#### What to produce:
Type each record below again, with the same words.

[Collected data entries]
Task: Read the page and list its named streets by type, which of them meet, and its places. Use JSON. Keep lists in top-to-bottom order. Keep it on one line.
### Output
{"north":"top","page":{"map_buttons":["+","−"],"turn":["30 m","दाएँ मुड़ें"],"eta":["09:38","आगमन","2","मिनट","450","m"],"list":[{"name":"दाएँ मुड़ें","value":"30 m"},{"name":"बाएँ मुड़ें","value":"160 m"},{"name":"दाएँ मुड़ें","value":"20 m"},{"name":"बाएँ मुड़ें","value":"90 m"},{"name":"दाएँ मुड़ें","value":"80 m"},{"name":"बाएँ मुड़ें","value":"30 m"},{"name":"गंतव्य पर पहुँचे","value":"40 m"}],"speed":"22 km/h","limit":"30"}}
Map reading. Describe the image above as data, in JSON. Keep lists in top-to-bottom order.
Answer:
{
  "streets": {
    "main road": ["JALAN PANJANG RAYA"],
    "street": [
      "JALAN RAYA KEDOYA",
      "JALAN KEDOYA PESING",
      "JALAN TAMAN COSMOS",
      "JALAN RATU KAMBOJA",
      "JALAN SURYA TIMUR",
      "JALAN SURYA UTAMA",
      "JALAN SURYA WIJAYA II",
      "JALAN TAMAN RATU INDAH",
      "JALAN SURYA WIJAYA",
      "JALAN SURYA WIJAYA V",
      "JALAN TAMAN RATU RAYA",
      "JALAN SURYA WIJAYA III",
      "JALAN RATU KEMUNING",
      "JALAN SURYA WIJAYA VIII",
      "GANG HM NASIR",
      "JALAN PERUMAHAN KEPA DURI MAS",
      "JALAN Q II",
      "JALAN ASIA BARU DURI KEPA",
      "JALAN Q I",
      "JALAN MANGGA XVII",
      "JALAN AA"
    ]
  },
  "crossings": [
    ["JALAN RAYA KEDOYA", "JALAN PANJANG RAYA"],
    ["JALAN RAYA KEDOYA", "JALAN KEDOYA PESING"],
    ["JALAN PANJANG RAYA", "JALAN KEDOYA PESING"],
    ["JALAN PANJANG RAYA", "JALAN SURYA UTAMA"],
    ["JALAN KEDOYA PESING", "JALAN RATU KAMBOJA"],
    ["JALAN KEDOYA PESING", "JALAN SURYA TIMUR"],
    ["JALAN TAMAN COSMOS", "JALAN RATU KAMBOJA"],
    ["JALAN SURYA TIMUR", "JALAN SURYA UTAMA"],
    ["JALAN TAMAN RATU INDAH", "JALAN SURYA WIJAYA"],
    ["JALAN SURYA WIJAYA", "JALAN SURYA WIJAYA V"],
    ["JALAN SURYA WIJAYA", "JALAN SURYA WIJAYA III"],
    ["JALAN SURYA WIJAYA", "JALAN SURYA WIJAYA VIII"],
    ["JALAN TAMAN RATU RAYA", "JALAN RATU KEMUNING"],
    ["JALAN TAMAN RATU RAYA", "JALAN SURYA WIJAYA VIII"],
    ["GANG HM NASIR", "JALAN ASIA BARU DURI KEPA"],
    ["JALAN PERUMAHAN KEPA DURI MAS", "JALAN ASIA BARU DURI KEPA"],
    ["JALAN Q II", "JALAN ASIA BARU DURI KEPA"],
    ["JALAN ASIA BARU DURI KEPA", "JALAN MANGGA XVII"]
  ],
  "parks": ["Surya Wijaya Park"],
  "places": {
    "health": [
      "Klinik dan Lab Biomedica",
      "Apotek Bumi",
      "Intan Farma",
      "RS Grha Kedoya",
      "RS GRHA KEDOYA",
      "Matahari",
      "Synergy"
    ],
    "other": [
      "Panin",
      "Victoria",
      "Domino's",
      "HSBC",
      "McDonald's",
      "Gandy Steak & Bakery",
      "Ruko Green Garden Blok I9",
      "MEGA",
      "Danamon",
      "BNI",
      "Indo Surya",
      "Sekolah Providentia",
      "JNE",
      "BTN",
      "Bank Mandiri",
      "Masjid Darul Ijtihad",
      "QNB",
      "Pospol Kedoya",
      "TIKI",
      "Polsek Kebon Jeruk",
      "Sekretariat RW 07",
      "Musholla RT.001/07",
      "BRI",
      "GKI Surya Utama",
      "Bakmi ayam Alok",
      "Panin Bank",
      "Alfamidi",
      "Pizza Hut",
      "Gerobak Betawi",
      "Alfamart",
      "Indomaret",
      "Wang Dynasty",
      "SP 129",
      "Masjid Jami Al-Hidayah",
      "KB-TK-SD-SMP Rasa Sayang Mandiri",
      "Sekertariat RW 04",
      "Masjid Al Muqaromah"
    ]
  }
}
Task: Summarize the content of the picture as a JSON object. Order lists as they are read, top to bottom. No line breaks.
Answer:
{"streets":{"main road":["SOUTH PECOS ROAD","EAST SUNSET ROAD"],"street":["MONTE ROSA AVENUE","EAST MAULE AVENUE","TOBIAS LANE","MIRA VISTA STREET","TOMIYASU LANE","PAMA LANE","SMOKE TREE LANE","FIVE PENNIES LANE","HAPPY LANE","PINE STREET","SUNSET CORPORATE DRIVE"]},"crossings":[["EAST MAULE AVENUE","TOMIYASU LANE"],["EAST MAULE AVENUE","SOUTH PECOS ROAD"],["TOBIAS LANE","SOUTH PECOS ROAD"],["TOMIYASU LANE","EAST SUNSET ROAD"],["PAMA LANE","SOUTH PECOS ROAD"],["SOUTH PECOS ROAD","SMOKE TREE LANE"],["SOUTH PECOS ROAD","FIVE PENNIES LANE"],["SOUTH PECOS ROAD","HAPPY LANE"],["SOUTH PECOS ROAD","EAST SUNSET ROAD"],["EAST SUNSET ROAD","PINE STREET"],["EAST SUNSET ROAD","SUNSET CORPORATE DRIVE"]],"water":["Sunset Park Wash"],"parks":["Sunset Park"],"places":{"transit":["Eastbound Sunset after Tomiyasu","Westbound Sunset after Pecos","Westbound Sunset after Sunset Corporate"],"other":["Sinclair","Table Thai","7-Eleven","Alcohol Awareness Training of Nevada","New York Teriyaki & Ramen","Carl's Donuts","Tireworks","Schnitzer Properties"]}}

#### Result of this exercise:
Task: Read the page and list its named streets by type, which of them meet, and its places. Use JSON. Keep lists in top-to-bottom order. Keep it on one line.
### Output
{"north":"top","page":{"map_buttons":["+","−"],"turn":["30 m","दाएँ मुड़ें"],"eta":["09:38","आगमन","2","मिनट","450","m"],"list":[{"name":"दाएँ मुड़ें","value":"30 m"},{"name":"बाएँ मुड़ें","value":"160 m"},{"name":"दाएँ मुड़ें","value":"20 m"},{"name":"बाएँ मुड़ें","value":"90 m"},{"name":"दाएँ मुड़ें","value":"80 m"},{"name":"बाएँ मुड़ें","value":"30 m"},{"name":"गंतव्य पर पहुँचे","value":"40 m"}],"speed":"22 km/h","limit":"30"}}
Map reading. Describe the image above as data, in JSON. Keep lists in top-to-bottom order.
Answer:
{
  "streets": {
    "main road": ["JALAN PANJANG RAYA"],
    "street": [
      "JALAN RAYA KEDOYA",
      "JALAN KEDOYA PESING",
      "JALAN TAMAN COSMOS",
      "JALAN RATU KAMBOJA",
      "JALAN SURYA TIMUR",
      "JALAN SURYA UTAMA",
      "JALAN SURYA WIJAYA II",
      "JALAN TAMAN RATU INDAH",
      "JALAN SURYA WIJAYA",
      "JALAN SURYA WIJAYA V",
      "JALAN TAMAN RATU RAYA",
      "JALAN SURYA WIJAYA III",
      "JALAN RATU KEMUNING",
      "JALAN SURYA WIJAYA VIII",
      "GANG HM NASIR",
      "JALAN PERUMAHAN KEPA DURI MAS",
      "JALAN Q II",
      "JALAN ASIA BARU DURI KEPA",
      "JALAN Q I",
      "JALAN MANGGA XVII",
      "JALAN AA"
    ]
  },
  "crossings": [
    ["JALAN RAYA KEDOYA", "JALAN PANJANG RAYA"],
    ["JALAN RAYA KEDOYA", "JALAN KEDOYA PESING"],
    ["JALAN PANJANG RAYA", "JALAN KEDOYA PESING"],
    ["JALAN PANJANG RAYA", "JALAN SURYA UTAMA"],
    ["JALAN KEDOYA PESING", "JALAN RATU KAMBOJA"],
    ["JALAN KEDOYA PESING", "JALAN SURYA TIMUR"],
    ["JALAN TAMAN COSMOS", "JALAN RATU KAMBOJA"],
    ["JALAN SURYA TIMUR", "JALAN SURYA UTAMA"],
    ["JALAN TAMAN RATU INDAH", "JALAN SURYA WIJAYA"],
    ["JALAN SURYA WIJAYA", "JALAN SURYA WIJAYA V"],
    ["JALAN SURYA WIJAYA", "JALAN SURYA WIJAYA III"],
    ["JALAN SURYA WIJAYA", "JALAN SURYA WIJAYA VIII"],
    ["JALAN TAMAN RATU RAYA", "JALAN RATU KEMUNING"],
    ["JALAN TAMAN RATU RAYA", "JALAN SURYA WIJAYA VIII"],
    ["GANG HM NASIR", "JALAN ASIA BARU DURI KEPA"],
    ["JALAN PERUMAHAN KEPA DURI MAS", "JALAN ASIA BARU DURI KEPA"],
    ["JALAN Q II", "JALAN ASIA BARU DURI KEPA"],
    ["JALAN ASIA BARU DURI KEPA", "JALAN MANGGA XVII"]
  ],
  "parks": ["Surya Wijaya Park"],
  "places": {
    "health": [
      "Klinik dan Lab Biomedica",
      "Apotek Bumi",
      "Intan Farma",
      "RS Grha Kedoya",
      "RS GRHA KEDOYA",
      "Matahari",
      "Synergy"
    ],
    "other": [
      "Panin",
      "Victoria",
      "Domino's",
      "HSBC",
      "McDonald's",
      "Gandy Steak & Bakery",
      "Ruko Green Garden Blok I9",
      "MEGA",
      "Danamon",
      "BNI",
      "Indo Surya",
      "Sekolah Providentia",
      "JNE",
      "BTN",
      "Bank Mandiri",
      "Masjid Darul Ijtihad",
      "QNB",
      "Pospol Kedoya",
      "TIKI",
      "Polsek Kebon Jeruk",
      "Sekretariat RW 07",
      "Musholla RT.001/07",
      "BRI",
      "GKI Surya Utama",
      "Bakmi ayam Alok",
      "Panin Bank",
      "Alfamidi",
      "Pizza Hut",
      "Gerobak Betawi",
      "Alfamart",
      "Indomaret",
      "Wang Dynasty",
      "SP 129",
      "Masjid Jami Al-Hidayah",
      "KB-TK-SD-SMP Rasa Sayang Mandiri",
      "Sekertariat RW 04",
      "Masjid Al Muqaromah"
    ]
  }
}
Task: Summarize the content of the picture as a JSON object. Order lists as they are read, top to bottom. No line breaks.
Answer:
{"streets":{"main road":["SOUTH PECOS ROAD","EAST SUNSET ROAD"],"street":["MONTE ROSA AVENUE","EAST MAULE AVENUE","TOBIAS LANE","MIRA VISTA STREET","TOMIYASU LANE","PAMA LANE","SMOKE TREE LANE","FIVE PENNIES LANE","HAPPY LANE","PINE STREET","SUNSET CORPORATE DRIVE"]},"crossings":[["EAST MAULE AVENUE","TOMIYASU LANE"],["EAST MAULE AVENUE","SOUTH PECOS ROAD"],["TOBIAS LANE","SOUTH PECOS ROAD"],["TOMIYASU LANE","EAST SUNSET ROAD"],["PAMA LANE","SOUTH PECOS ROAD"],["SOUTH PECOS ROAD","SMOKE TREE LANE"],["SOUTH PECOS ROAD","FIVE PENNIES LANE"],["SOUTH PECOS ROAD","HAPPY LANE"],["SOUTH PECOS ROAD","EAST SUNSET ROAD"],["EAST SUNSET ROAD","PINE STREET"],["EAST SUNSET ROAD","SUNSET CORPORATE DRIVE"]],"water":["Sunset Park Wash"],"parks":["Sunset Park"],"places":{"transit":["Eastbound Sunset after Tomiyasu","Westbound Sunset after Pecos","Westbound Sunset after Sunset Corporate"],"other":["Sinclair","Table Thai","7-Eleven","Alcohol Awareness Training of Nevada","New York Teriyaki & Ramen","Carl's Donuts","Tireworks","Schnitzer Properties"]}}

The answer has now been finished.